— Stored data entries —

_ _ _ _ _

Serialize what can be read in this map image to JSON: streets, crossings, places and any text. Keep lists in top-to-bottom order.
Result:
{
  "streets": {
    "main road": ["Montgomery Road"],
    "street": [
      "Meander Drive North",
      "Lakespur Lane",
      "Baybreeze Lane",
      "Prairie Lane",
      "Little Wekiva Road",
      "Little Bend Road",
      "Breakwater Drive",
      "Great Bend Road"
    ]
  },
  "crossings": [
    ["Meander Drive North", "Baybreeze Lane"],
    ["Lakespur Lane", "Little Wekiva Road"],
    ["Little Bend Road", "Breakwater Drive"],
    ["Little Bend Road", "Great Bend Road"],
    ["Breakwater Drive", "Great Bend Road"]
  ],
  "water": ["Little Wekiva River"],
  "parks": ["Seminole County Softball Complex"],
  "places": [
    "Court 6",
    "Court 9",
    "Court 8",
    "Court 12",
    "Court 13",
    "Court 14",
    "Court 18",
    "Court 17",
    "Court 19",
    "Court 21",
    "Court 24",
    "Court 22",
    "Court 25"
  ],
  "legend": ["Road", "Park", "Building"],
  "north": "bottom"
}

_ _ _ _ _

— What you have to do —
Your answer should consist of every entry, repeated exactly.

— Response below —
Serialize what can be read in this map image to JSON: streets, crossings, places and any text. Keep lists in top-to-bottom order.
Result:
{
  "streets": {
    "main road": ["Montgomery Road"],
    "street": [
      "Meander Drive North",
      "Lakespur Lane",
      "Baybreeze Lane",
      "Prairie Lane",
      "Little Wekiva Road",
      "Little Bend Road",
      "Breakwater Drive",
      "Great Bend Road"
    ]
  },
  "crossings": [
    ["Meander Drive North", "Baybreeze Lane"],
    ["Lakespur Lane", "Little Wekiva Road"],
    ["Little Bend Road", "Breakwater Drive"],
    ["Little Bend Road", "Great Bend Road"],
    ["Breakwater Drive", "Great Bend Road"]
  ],
  "water": ["Little Wekiva River"],
  "parks": ["Seminole County Softball Complex"],
  "places": [
    "Court 6",
    "Court 9",
    "Court 8",
    "Court 12",
    "Court 13",
    "Court 14",
    "Court 18",
    "Court 17",
    "Court 19",
    "Court 21",
    "Court 24",
    "Court 22",
    "Court 25"
  ],
  "legend": ["Road", "Park", "Building"],
  "north": "bottom"
}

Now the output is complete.